I was always a big fan of Redondo and that too based on sporadic Real Madrid matches i saw from India, mostly in CL. I was really sad that he was not picked because of his hair in 2002 (how idiotic a manager can be) and then his career was blighted by injuries. One of my favorite players.
Brilliant post! Loved the tango/waltz analogy. I do actually consider Redondo’s passing to be similar to Makelele, at least in a metronomic sense, but Redondo’s positioning just may have been a shade better than the Frenchman’s.
As a fellow Argie, nothing gave me more joy growing up than seeing Redondo strutting around midfield. Apparently he is also very educated, which explains many of his decisions on and off the field.
@5alinas on and off the field decisions, that is.
Does it kill my credibility as a Barça fan to say that I did not, could not, hate Madrid while Redondo was there?
One could argue that we are starting to see the same style of play from Lucas at Liverpool. Not quite the finished product (what part of Liverpool is) but getting there.

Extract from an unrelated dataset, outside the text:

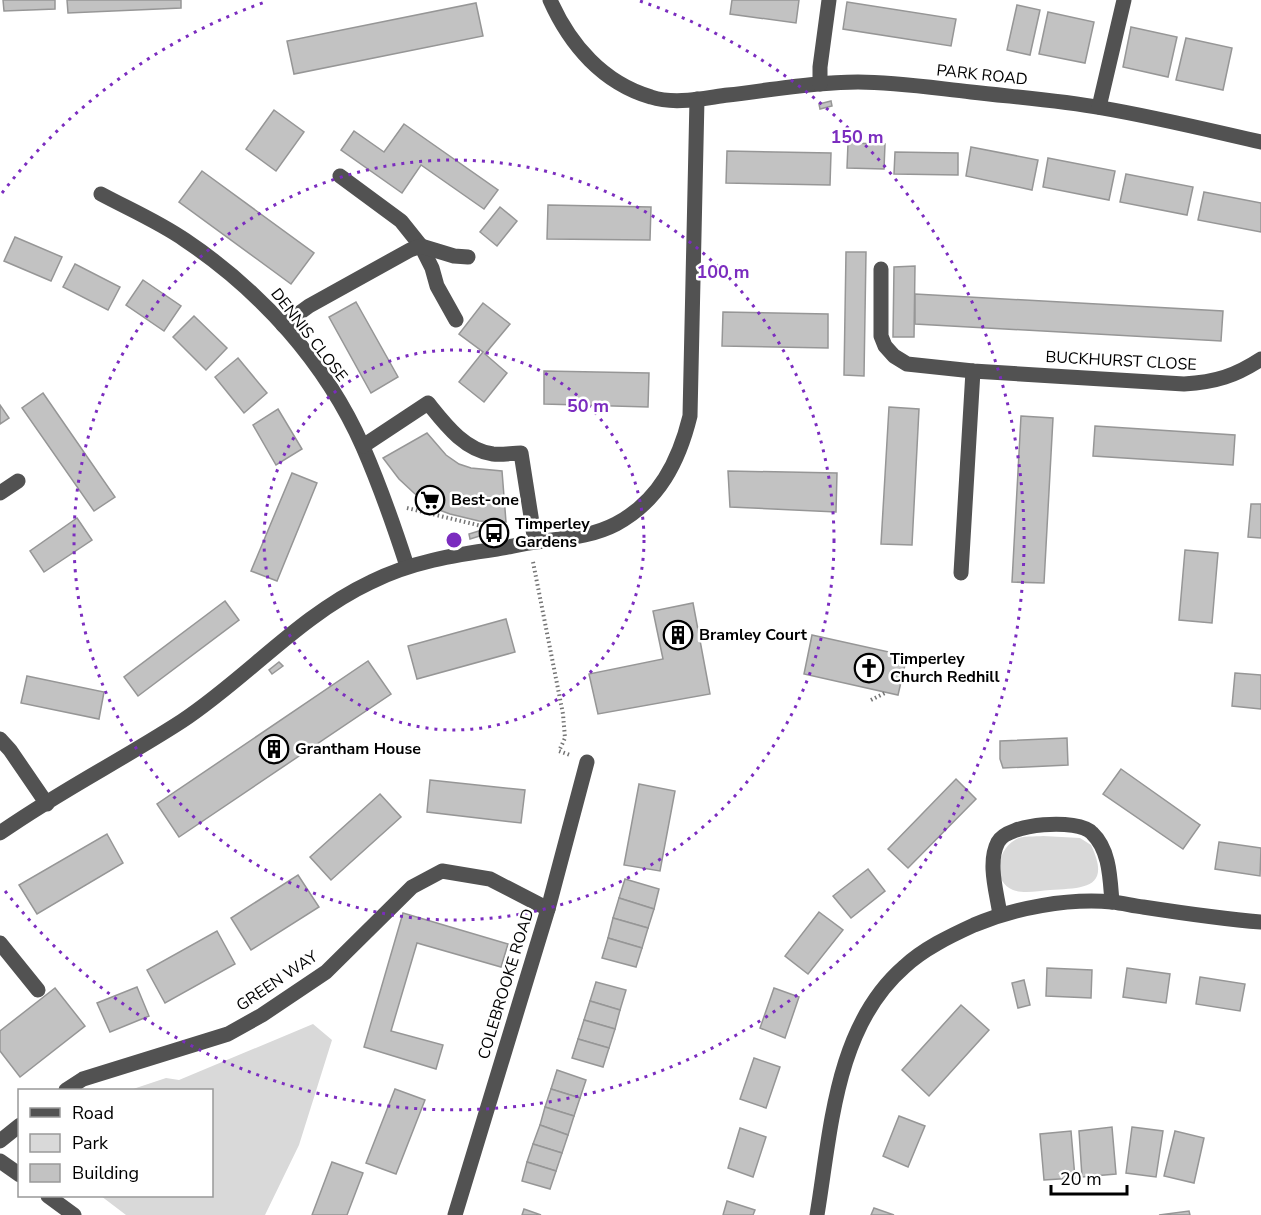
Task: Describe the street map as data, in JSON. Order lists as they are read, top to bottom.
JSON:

Nice but……you’ve got to listen to this http://www.youtube.com/watch?v=YR12Z8f1Dh8 ……. Tell me when you’ve stopped
I remember that match well. Argentina looked terrific in their first two games and Redondo was just starting to emerge as one of the world’s top midfielders. The team’s complete collapse following Maradona’s ejection from the tournament revealed just what an effect Diego had on those around him. I’ve always been wary of midfield players who wear the number 5 shirt (commonly reserved for midfielders in South America). They have a tendency to float about and pop up unexpectedly in dangerous positions. Redondo was a class act in every sense. He refused to cut his hair for Passarella (a fan of the short-back-and-sides) and thus was not selected for Argentina’s 1998 World Cup squad. Later, while at Milan, he insisted on going “unsalaried” during a long spell dominated by an injury which ultimately caused his premature retirement.
I have one criticism: “Caniggia” is misspelled throughout the first part of this article.
@James C. Taylor Great catch on the misspelling.
More than the absence of a haircut, Redondo neither shared Passarella’s vision of the game (similar to that of Carlos Bilardo) nor his political outlook, which was rightist and genuinely authoritarian. Redondo, ever the romantic, followed the more freewheeling vision of Menotti and Bielsa.
Simon Kuper & Tim Vickery (I think) discuss the Bilardo/Menotti divide in Argentinan football in several essays.
Thanks for the tip, Sam. Simon Kuper’s always an interesting read. I just learned that Redondo indeed turned down an international call-up from Bilardo prior to Italia ’90, probably for the reasons you cited.
Alex Ferguson’s comment about magnetized boots makes no sense since footballs aren’t made of metal.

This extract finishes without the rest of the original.